Mantan juru taktik timnas futsal Indonesia ini mengakui cukup mengikuti perkembangan sepakbola di Indonesia. Menurutnya, Indonesia harus bisa banyak menanamkan bibit muda atau pembinaan yang lebih lanjut, jika ingin tingkatkan kualitas pesepakbolaan tanah air.
Justinus Lhaksana tidak segan-segan menyebutkan bahwa kondisi sepakbola Indonesia saat ini cukup parah. Alasannya karena minimnya pembinaan yang dilakukan serta tidak adanya kompetisi untuk bibit-bibit muda.

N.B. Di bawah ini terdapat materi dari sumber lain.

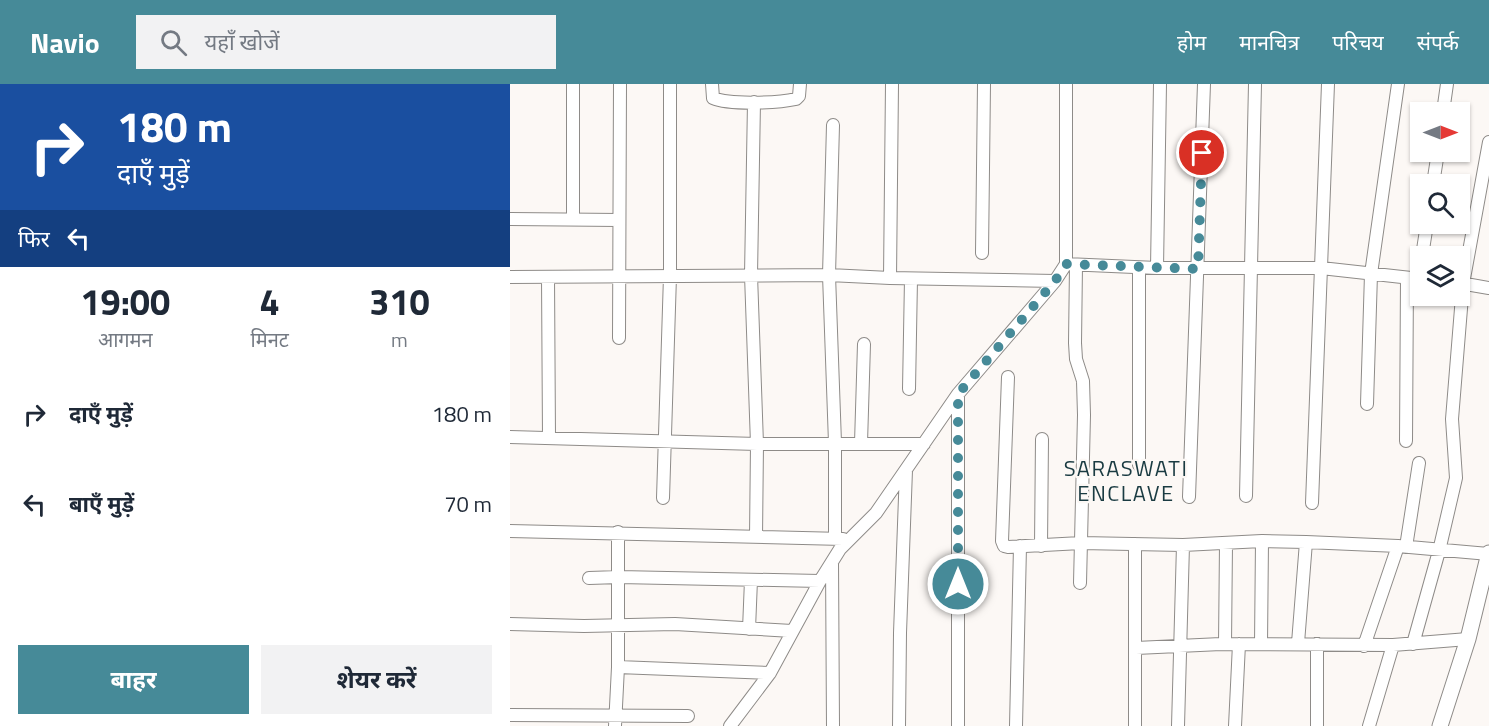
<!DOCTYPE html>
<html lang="hi">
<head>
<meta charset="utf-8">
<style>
  body { margin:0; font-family:"Titillium Web","Noto Sans Devanagari",sans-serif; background:#f2f2f3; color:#1f2937; height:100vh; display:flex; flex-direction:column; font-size:22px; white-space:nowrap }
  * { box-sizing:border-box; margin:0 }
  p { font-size:20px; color:#747a83 }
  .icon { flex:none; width:33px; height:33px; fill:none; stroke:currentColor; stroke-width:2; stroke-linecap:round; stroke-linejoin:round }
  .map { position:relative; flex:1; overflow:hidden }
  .sheet { display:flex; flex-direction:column; background:#fff; width:510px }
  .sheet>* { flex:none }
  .hud { background:#1a4fa0; color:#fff; overflow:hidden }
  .needle { width:39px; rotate:90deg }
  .buttons { position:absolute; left:900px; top:18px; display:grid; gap:12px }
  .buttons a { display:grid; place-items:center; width:60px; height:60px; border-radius:0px; background:#fff; box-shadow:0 2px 4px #0004; font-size:30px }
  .pin { position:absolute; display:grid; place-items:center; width:51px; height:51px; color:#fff; margin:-26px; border:3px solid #fff; border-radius:50%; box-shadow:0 2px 6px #0007 }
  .me { position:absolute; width:66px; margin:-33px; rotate:0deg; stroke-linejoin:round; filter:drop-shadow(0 0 4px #0008) }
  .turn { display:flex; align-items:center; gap:21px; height:126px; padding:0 18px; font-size:27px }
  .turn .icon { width:78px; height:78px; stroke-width:2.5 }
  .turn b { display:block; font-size:42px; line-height:51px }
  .then { display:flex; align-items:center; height:57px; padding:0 18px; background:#0003; gap:12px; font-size:22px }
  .eta { display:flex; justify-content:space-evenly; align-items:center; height:102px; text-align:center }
  .eta b { font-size:36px; font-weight:700; line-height:42px }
  .action { display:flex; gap:12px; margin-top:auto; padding:12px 18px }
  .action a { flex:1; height:69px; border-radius:0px; background:#468a98; color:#fff; font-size:24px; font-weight:700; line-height:69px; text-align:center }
  .action a+a { background:#f2f2f3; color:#1f2937 }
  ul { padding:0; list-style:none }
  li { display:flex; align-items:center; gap:18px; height:90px; padding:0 18px }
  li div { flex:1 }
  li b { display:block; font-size:22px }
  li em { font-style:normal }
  header { display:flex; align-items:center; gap:36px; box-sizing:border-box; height:84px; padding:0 30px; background:#468a98; color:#fff }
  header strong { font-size:28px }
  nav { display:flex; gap:33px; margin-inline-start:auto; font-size:21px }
  .search { width:420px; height:54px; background:#f2f2f3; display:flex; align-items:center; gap:15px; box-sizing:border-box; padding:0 21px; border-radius:0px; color:#747a83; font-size:22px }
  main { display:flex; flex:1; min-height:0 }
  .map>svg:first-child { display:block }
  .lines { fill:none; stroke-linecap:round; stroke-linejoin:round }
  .minor-casing { stroke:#8e8b88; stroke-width:14 }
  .tertiary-casing { stroke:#8e8b88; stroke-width:17 }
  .minor { stroke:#fff; stroke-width:12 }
  .tertiary { stroke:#fff; stroke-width:15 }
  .route { stroke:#468a98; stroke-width:10; stroke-dasharray:0 18 }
  .labels { text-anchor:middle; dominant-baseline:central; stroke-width:4.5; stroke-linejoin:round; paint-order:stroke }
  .neighbourhood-label { font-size:22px; letter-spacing:1.5px; fill:#1a3b42; stroke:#fcf8f5 }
</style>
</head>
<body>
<header>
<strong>Navio</strong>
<div class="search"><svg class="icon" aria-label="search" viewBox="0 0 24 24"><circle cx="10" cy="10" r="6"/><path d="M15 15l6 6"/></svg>यहाँ खोजें</div>
<nav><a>होम</a><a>मानचित्र</a><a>परिचय</a><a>संपर्क</a></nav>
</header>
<main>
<section class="sheet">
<div class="hud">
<div class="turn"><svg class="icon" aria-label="right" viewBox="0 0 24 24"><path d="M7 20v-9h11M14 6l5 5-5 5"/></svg><div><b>180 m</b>दाएँ मुड़ें</div></div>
<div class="then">फिर<svg class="icon" aria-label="left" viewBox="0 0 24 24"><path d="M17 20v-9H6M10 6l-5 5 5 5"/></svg></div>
</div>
<div class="eta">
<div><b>19:00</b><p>आगमन</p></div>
<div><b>4</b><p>मिनट</p></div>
<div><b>310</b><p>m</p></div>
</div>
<ul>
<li><svg class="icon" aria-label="right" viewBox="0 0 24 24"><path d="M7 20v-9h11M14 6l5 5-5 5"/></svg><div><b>दाएँ मुड़ें</b></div><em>180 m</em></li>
<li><svg class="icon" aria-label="left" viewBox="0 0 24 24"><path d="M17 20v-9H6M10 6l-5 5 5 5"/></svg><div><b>बाएँ मुड़ें</b></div><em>70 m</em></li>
</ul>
<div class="action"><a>बाहर</a><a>शेयर करें</a></div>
</section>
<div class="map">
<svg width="979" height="642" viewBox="0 0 979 642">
  <rect width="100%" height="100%" fill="#fcf8f5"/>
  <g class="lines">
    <!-- minor casing -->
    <g class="minor-casing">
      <path id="minor" d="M 202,0 L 203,14 C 219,21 268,19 286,15 L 289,12 L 290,0
        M 244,18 L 241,191 L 247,360 L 246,453
        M 933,28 L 937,0
        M 323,41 L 319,191 L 325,359 L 325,455
        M 923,100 L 928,68
        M 0,135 L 109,136
        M 63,136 L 63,0
        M 472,169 L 474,0
        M 912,172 L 917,140
        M 556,180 L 647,184 L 811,184 L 910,195
        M 566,181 L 565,259 L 566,275 L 573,297 L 574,331 L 570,499
        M 629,184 L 629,381
        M 647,184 L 650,0
        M 0,193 L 319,191 L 380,194 L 545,197
        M 38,193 L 39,354
        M 380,194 L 382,0
        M 950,199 L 979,204
        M 109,254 L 110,0
        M 498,293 L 492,457 L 494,462 L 498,463 L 571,459 L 673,461 L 752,457 L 796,458
        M 399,305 L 401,195
        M 448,310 L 448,642
        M 857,320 L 861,190 L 888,0
        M 0,353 L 247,360 L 414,360
        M 896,357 L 897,194
        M 351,359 L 354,260
        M 736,412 L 745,0
        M 679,413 L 694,0
        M 153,414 L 160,192 L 160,0
        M 802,419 L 818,0
        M 0,447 L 333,455
        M 531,462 L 532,355
        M 896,463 L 909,379
        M 322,478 L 323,642
        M 79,494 L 109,493 L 310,497
        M 0,540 L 74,542 L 165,540 L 282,547
        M 239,545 L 241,496
        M 788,559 L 796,458 L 888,462 L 979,470
        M 715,560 L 716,460
        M 751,560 L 752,457
        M 903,560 L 929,467 L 946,394 L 942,335 L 953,200 L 979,58
        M 854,562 L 888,462
        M 626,564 L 711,560 L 883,561 L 958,555
        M 108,583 L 260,589
        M 0,631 L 178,632
        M 105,642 L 108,583 L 108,448
        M 220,642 L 260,589 L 310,497 L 330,465 L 366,429 L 448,310 L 545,197 L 556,180 L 556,0
        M 389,642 L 390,549 L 396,386
        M 506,642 L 510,462
        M 625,642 L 625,460
        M 668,642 L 673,461
        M 725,642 L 729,560
        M 807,642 L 807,560
        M 859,642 L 883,561"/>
    </g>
    <!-- tertiary casing -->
    <g class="tertiary-casing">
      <path id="tertiary" d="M 930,642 L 958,555 L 979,469"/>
    </g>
    <!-- minor -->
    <use href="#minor" class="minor"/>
    <!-- tertiary -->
    <use href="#tertiary" class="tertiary"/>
  </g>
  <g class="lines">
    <!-- route -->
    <path class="route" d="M 448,500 L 448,310 L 545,197 L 556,180 L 688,185 L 692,69"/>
  </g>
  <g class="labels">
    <!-- neighbourhood labels -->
    <g class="neighbourhood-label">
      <text x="616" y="384">SARASWATI<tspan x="616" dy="25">ENCLAVE</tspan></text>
    </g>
  </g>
</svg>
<div class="buttons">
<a><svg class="needle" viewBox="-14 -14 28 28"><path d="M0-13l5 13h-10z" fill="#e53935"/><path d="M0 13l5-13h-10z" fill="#747a83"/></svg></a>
<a><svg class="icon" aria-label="search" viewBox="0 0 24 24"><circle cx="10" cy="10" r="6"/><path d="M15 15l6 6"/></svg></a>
<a><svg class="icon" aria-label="layers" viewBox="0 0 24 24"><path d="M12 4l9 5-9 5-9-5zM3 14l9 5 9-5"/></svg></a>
</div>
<div class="pin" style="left:692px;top:69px;background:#d93025"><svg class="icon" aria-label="arrive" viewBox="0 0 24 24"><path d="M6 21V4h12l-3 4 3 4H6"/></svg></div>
<svg class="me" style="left:448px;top:500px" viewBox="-20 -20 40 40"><circle r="17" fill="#468a98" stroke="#fff" stroke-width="3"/><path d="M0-11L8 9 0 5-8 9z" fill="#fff"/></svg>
</div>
</main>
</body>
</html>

"Kalau bicara sepakbola itu luas sekali, apakah kita bicara pembinaan atau prestasi. Nah kalau bicara sepakbola indonesia, menurut saya itu parah dan saya rasa bukan hanya saya seorang saja yang menyebutkan hal ini," jelas Justinus Lhaksana.
"Kenapa parahnya? Pertama kita lihat saja dari ranking dunia, setelah itu kita lihat dari segi pembinaan. Apakah ada timnas U-7 atau U-9? Jika ada, apakah ada kompetisi untuk mereka? kompetisi untuk U-21 saja baru terbentuk. Inilah salah satu mengapa Indonesia minim pembinaan," lanjutnya.
Pernyataan Justin bukan tanpa maksud, dirinya hanya berharap sepakbola Indonesia benar-benar dapat meningkatkan kualitas mereka, dimulai dari pembinaan pemain. Ia juga menambahkan jika pembinaan pemain muda tidak ada, maka untuk mendapatkan prestasi tentu tidak bisa banyak berharap.
"Dari segi pembinaan, kita benar-benar tekor. Nah, kalau pembinaan saja kita tidak ada, terus apa yang mau kita harapkan? Siapa yang salah, itu biar orang lain yang menilai sendiri," tutupnya.